Maybe anti-trust should go after Microsoft again to make sure that there are other trusted app sources, but given the general scuzziness of the Windows software and hardware markets, that makes me really really nervous. Microsoft seems to be the most honest player in the whole damn market. I'm sure Dell would be installing a malware store on every PC it ships, just for the extra $2.50 per computer from the malware store. It seems to me that despite their bad behavior, if people are going to use Windows, they actually are better off completely submitted to Microsoft's whims. Better than Dell or HP or those guys.
posted by Llama-Lime at 9:51 AM on March 4, 2016 [3 favorites]

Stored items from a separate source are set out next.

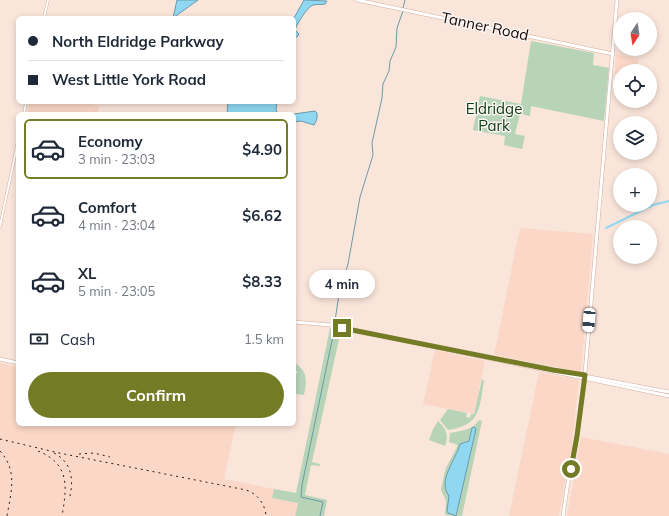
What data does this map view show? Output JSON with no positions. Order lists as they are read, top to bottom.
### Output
{
  "streets": {
    "main road": ["Tanner Road"]
  },
  "parks": ["Eldridge Park"],
  "north": "bottom",
  "page": {
    "map_buttons": ["+", "−"],
    "banner": ["North Eldridge Parkway", "West Little York Road"],
    "list": [
      {
        "name": "Economy",
        "note": "3 min · 23:03",
        "value": "$4.90"
      },
      {
        "name": "Comfort",
        "note": "4 min · 23:04",
        "value": "$6.62"
      },
      {
        "name": "XL",
        "note": "5 min · 23:05",
        "value": "$8.33"
      }
    ],
    "bubble": "4 min",
    "pay": ["Cash", "1.5 km"],
    "buttons": "Confirm"
  }
}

The problem for Windows is that the only reason people want Windows machines is to run the software they already have on their existing Windows machines. If you make it difficult/impossible to run arbitrary software, you've killed your own selling point. This is why Windows RT got slightly less traction than wet ice on teflon.
posted by Holy Zarquon's Singing Fish at 9:52 AM on March 4, 2016 [5 favorites]


This as simply the way the market is going.

It seems to me like you're comparing a bunch of different markets by fairly arbitrary and unrelated metrics, and probably ending up overgeneralising a fairly reasonable point.
posted by howfar at 3:03 PM on March 4, 2016


Does anyone have a link to a basic overview (or can anyone provide a basic overview) of what this locking-down actually consists of? I run Windows 10 and I buy games on Steam and download and install freeware and buy and install software, and I can't see anything different from Windows 7, and the only difference between that and Windows XP is the "Do you want to authorize this program to run?" screen. My impression is that MS was going to make Windows 10 into a walled garden but then totally didn't, but this discussion and the linked articles indicates that somehow it is, but I don't understand how.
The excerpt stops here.